> [WORK ITEM]: Include in the output exactly the lines from the opening of the data through the line containing "position:absolute; right:15px; bottom:15px;", and nothing more.

> [DATA]:
- Opening Delimiter -

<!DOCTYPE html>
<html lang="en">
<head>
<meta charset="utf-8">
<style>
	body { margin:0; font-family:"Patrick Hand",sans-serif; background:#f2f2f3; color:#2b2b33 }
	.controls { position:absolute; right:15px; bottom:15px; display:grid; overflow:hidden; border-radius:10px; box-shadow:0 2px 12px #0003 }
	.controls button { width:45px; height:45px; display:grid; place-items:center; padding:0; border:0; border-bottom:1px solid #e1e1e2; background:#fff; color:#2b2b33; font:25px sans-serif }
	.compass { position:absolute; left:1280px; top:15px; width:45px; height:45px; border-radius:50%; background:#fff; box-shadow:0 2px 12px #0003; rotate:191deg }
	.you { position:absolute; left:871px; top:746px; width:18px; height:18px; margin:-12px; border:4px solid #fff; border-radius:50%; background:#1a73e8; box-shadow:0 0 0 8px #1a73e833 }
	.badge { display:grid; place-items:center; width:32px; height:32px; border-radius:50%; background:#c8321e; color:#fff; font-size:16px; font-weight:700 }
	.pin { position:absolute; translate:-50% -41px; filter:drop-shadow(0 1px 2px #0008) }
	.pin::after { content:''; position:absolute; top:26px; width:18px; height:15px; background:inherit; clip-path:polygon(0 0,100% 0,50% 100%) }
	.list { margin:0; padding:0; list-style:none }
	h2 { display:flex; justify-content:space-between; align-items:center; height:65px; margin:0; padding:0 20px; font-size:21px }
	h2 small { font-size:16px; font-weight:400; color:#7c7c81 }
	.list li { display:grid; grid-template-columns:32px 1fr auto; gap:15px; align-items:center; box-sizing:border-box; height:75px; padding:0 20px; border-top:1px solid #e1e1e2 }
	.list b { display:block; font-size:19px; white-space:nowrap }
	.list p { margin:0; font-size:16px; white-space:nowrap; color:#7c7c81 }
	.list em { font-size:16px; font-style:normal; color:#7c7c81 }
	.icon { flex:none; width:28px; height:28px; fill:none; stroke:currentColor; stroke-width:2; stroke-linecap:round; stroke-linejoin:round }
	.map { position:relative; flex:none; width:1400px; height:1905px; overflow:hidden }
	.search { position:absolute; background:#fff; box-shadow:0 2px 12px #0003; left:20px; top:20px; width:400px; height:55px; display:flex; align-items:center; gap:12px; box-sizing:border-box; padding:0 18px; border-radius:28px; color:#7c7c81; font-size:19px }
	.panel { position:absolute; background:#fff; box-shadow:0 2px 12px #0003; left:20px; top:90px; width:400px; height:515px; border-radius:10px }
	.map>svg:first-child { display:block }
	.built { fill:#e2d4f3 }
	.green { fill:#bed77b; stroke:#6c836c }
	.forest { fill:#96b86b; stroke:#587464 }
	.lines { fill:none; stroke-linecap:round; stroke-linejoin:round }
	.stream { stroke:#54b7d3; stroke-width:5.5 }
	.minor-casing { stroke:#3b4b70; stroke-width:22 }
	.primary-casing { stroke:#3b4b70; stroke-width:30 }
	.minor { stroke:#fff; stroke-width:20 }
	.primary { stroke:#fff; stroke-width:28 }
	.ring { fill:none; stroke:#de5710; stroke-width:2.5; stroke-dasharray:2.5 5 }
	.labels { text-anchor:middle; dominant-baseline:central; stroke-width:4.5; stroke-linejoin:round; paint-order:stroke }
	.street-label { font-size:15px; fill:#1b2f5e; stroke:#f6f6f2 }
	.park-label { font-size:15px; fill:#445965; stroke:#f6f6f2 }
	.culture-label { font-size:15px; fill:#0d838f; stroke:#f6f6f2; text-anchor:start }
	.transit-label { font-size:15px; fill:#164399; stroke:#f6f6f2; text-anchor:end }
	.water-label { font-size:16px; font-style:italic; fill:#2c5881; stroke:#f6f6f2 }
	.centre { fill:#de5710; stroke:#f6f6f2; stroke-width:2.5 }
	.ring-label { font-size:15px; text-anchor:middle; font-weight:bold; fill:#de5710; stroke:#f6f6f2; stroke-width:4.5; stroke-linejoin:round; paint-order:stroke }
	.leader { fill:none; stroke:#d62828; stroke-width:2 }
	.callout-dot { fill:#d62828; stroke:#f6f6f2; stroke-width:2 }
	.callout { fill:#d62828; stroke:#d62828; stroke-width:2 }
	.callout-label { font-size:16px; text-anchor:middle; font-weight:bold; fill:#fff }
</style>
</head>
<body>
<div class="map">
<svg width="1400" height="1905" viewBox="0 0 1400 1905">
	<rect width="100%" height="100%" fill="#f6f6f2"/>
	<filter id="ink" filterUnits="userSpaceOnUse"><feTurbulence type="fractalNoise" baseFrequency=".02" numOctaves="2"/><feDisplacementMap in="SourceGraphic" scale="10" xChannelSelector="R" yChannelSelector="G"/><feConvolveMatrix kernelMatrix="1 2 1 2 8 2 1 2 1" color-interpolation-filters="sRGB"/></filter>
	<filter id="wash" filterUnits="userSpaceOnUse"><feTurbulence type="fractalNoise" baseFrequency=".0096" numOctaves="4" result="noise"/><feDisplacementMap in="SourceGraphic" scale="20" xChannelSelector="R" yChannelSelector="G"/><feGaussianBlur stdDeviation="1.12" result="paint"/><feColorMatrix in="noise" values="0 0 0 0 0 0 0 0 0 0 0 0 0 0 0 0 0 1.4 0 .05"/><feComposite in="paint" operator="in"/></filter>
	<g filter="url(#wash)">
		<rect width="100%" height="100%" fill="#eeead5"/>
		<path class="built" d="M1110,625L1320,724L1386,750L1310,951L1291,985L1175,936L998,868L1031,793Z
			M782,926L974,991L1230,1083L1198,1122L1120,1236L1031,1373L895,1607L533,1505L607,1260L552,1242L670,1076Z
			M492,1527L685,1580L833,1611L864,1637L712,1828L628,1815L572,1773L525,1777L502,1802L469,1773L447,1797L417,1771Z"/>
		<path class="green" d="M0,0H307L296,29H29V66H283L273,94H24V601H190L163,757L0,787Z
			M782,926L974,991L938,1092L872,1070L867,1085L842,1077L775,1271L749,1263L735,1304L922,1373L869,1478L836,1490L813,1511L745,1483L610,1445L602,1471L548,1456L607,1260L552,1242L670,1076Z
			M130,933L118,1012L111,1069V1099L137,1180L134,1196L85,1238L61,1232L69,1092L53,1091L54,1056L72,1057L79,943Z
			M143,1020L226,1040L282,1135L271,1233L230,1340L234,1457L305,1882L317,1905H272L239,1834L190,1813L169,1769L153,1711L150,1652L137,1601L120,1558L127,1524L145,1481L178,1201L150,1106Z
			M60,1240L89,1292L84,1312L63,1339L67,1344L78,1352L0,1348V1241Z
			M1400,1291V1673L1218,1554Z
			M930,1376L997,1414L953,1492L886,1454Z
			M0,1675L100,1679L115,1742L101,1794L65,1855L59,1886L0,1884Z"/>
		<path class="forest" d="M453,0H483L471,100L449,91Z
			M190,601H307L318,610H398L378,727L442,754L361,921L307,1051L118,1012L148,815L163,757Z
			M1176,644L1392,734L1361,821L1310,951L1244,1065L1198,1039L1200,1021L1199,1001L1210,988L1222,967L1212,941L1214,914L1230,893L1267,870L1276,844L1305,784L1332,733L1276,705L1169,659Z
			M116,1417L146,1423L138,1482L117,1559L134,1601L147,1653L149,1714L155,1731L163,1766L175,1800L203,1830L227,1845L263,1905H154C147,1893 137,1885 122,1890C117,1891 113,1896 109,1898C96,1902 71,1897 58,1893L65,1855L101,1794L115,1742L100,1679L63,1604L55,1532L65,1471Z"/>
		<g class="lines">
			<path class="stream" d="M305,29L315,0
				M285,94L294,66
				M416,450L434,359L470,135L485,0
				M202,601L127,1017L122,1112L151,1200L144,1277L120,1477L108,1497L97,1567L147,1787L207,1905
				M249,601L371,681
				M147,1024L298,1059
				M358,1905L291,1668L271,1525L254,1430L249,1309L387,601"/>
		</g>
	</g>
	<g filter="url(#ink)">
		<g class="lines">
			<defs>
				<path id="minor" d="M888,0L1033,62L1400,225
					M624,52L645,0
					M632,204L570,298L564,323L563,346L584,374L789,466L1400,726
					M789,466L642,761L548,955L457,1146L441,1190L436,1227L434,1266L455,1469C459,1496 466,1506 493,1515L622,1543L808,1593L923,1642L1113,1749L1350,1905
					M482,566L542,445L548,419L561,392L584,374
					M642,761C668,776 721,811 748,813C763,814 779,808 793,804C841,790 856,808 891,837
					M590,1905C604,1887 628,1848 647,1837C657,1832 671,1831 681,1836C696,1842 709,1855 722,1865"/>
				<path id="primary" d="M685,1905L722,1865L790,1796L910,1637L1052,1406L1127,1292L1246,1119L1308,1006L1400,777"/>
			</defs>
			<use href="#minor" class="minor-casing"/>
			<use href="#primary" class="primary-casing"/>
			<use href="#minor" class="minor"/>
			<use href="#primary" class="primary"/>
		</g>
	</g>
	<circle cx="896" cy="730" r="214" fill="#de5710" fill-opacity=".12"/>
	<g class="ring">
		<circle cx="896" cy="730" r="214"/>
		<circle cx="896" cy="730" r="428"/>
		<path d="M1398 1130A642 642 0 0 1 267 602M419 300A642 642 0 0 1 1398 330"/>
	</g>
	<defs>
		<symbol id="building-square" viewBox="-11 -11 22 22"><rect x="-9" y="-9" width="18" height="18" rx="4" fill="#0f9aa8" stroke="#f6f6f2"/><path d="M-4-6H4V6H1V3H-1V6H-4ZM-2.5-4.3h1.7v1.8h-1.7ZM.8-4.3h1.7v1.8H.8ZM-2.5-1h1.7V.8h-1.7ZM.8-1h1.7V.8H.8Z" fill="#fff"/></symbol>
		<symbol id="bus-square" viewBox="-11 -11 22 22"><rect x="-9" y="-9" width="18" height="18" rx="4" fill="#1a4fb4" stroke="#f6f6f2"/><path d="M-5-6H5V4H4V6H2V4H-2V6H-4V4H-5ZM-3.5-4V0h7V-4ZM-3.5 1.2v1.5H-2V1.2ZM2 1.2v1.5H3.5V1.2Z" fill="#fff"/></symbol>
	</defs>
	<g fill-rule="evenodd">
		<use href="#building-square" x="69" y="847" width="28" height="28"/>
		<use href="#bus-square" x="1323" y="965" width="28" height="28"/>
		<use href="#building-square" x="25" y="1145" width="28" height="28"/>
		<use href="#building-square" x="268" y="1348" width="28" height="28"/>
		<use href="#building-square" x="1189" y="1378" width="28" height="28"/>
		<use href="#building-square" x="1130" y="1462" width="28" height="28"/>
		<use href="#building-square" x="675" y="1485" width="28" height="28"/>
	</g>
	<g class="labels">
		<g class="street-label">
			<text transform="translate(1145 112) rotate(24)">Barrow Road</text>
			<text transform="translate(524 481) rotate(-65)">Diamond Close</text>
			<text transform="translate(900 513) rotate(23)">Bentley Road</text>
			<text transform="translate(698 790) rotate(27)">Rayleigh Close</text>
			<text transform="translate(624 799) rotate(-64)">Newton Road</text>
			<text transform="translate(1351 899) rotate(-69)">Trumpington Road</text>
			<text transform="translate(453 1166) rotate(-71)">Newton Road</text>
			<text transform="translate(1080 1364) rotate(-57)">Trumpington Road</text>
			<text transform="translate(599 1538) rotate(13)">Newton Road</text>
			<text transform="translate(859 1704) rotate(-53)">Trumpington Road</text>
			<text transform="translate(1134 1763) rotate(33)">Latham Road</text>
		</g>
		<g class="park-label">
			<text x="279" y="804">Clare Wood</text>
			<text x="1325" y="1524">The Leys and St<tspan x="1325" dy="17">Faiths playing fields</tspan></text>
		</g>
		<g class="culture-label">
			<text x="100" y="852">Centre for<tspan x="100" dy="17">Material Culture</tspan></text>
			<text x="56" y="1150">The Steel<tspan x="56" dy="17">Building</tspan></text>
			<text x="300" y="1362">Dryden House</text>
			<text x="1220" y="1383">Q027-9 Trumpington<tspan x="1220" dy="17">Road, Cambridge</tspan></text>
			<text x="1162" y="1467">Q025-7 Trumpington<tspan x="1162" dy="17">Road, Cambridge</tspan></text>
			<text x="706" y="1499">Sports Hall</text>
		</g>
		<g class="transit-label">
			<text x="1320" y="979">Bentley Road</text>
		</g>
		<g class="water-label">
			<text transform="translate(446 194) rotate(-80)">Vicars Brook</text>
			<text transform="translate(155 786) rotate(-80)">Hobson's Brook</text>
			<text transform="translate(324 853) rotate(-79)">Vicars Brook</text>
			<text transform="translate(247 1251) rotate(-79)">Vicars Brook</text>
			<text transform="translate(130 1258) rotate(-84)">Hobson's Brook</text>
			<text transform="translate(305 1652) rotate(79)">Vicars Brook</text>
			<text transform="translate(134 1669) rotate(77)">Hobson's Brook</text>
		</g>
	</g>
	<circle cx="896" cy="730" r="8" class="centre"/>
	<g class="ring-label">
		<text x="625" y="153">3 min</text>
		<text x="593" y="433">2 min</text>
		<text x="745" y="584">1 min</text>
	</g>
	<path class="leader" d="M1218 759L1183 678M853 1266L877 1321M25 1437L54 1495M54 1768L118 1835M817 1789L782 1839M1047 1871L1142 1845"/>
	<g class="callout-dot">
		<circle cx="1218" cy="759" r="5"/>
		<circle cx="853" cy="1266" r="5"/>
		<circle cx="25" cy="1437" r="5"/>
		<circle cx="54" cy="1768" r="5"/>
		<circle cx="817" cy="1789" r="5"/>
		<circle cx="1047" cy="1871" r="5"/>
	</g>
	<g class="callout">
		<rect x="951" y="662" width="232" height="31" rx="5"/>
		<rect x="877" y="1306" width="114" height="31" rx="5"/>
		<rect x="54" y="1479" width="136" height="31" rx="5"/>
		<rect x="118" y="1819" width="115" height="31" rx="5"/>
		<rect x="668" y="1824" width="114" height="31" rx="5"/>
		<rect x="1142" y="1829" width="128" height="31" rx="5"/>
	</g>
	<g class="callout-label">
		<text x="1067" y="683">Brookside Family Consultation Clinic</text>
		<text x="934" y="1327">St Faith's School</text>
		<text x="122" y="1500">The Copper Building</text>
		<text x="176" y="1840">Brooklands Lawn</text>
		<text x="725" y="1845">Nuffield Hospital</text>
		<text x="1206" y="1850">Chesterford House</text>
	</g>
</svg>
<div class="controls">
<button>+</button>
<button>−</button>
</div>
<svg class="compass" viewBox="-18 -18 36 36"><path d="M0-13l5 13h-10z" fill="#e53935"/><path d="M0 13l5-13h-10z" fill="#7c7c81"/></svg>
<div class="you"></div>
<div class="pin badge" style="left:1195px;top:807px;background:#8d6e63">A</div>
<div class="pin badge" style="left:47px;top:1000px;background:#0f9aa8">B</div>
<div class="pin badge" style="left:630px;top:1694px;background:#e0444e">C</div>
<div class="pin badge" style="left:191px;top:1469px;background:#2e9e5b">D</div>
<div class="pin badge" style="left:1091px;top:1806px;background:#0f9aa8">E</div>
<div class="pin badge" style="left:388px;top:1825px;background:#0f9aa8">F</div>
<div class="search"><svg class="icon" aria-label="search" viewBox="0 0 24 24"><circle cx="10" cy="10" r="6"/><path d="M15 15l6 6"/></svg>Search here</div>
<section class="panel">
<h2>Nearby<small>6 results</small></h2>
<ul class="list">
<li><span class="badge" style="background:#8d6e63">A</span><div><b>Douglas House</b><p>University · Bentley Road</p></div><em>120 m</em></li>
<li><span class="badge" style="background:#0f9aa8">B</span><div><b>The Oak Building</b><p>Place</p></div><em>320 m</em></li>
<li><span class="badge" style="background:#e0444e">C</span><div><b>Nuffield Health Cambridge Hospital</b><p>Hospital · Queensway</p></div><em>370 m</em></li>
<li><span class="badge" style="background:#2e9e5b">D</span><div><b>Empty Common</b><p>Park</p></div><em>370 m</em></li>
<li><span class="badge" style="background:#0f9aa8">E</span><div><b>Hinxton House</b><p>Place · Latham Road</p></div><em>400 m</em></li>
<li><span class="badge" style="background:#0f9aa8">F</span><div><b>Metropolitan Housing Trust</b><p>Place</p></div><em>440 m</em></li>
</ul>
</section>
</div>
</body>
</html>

- Closing Delimiter -

> [RESPONSE TO THE EXERCISE]:
<!DOCTYPE html>
<html lang="en">
<head>
<meta charset="utf-8">
<style>
	body { margin:0; font-family:"Patrick Hand",sans-serif; background:#f2f2f3; color:#2b2b33 }
	.controls { position:absolute; right:15px; bottom:15px; display:grid; overflow:hidden; border-radius:10px; box-shadow:0 2px 12px #0003 }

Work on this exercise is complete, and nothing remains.